Thanks to a strong and productive partnership between First 5 LA’s Best Start Northeast Valley Community and Pacoima Charter Elementary School, the school has developed a program, focusing on parents of children ages 0-5 in the San Fernando Valley, to help kids grow up healthy and be well-prepared for preschool and kindergarten.

The “Baby University” program, inspired by a parent support “packet” put together by the Best Start Northeast Valley Community Communications Workgroup, has proven to be an invaluable resource for many parents. The program helps parents meet other parents, and ensures that their children receive proper nutrition, meet important milestones and embrace a structured home environment. The “packet” includes a Kit for New Parents (which is produced by First 5 California and free to all parents), two parenting workbooks and a relaxation tool.

“The parents love Baby University,” said Sergio Vasquez, a physician with the Pacoima Charter Elementary School system who teaches and supervises the program that is run by the school. He also is a member of the Guidance Body of Best Start Northeast Valley Community.

“In my estimation, a child is yearning for a structured home environment,” he said. “Through this program, kids grow up healthy with a sense of responsibility, confidence, and are ready to succeed in preschool and kindergarten.”

“I’d highly recommend this program to other parents. It teaches you how to be good parents.” – Isis Quan

The charter school offers three two-hour workshop sessions each quarter on campus that are free to the public. The workshop series is also supported by Best Start partner Youth Policy Institute, through their Promise Neighborhoods grant. Promise Neighborhoods, like Best Start, focuses on the places where children and families live, although it is a federal program whose focus extends from age 0 through college. Pacoima Charter plans on offering this program as long as there is interest.

Manuel Fierro, senior program officer for Best Start Northeast Valley Community, said this program provides invaluable knowledge to parents regarding child development and how to support their children’s social and emotional development. These are very important protective factors that are part of Best Start’s Building Stronger Families Framework.

“This program connects parents with other parents like them, so that they can develop a social network that they can rely on for support,” he said. “It also allows parents to have the knowledge to raise their children in a way that is developmentally appropriate, which is an important factor in helping parents to not experience social isolation.”

Vasquez noted the program, which is offered in English and Spanish and typically includes 50 participants per workshop, provides information based on the different stages of children’s lives.

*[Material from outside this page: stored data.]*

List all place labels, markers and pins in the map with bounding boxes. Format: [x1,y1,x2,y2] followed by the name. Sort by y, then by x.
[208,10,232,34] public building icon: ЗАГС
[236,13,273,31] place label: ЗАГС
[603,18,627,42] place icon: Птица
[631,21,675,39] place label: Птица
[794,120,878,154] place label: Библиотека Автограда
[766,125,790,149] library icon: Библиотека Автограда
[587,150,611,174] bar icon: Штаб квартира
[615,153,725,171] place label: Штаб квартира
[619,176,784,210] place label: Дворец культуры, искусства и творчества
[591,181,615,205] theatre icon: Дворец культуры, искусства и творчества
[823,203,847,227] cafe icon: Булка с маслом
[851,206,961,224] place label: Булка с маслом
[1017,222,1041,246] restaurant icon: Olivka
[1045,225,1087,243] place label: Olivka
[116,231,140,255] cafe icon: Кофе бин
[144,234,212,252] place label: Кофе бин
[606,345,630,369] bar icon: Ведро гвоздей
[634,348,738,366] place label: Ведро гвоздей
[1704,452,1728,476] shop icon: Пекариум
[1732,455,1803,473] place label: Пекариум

At the beginning of each session, parents watch an informative video explaining the course material, then participate in interactive presentations that are followed by expert lectures.

For instance, parents learn how to help their child’s brain growth by reading and talking to them, maintain a healthy weight, understand the need for regular medical check-ups, and the importance of keeping vaccinations current. Parents also learn how to prepare their children for preschool, as well as setting limits and keeping a structured home.

Isis Quan, a mother of three who lives in Pacoima, participated in the program and said it helped her understand how to best raise her children.

“It provided me with some very useful information,” she said. “It helped me to see how we could best bring up our children, especially when it comes to discipline. I’d highly recommend this program to other parents. It teaches you how to be good parents.”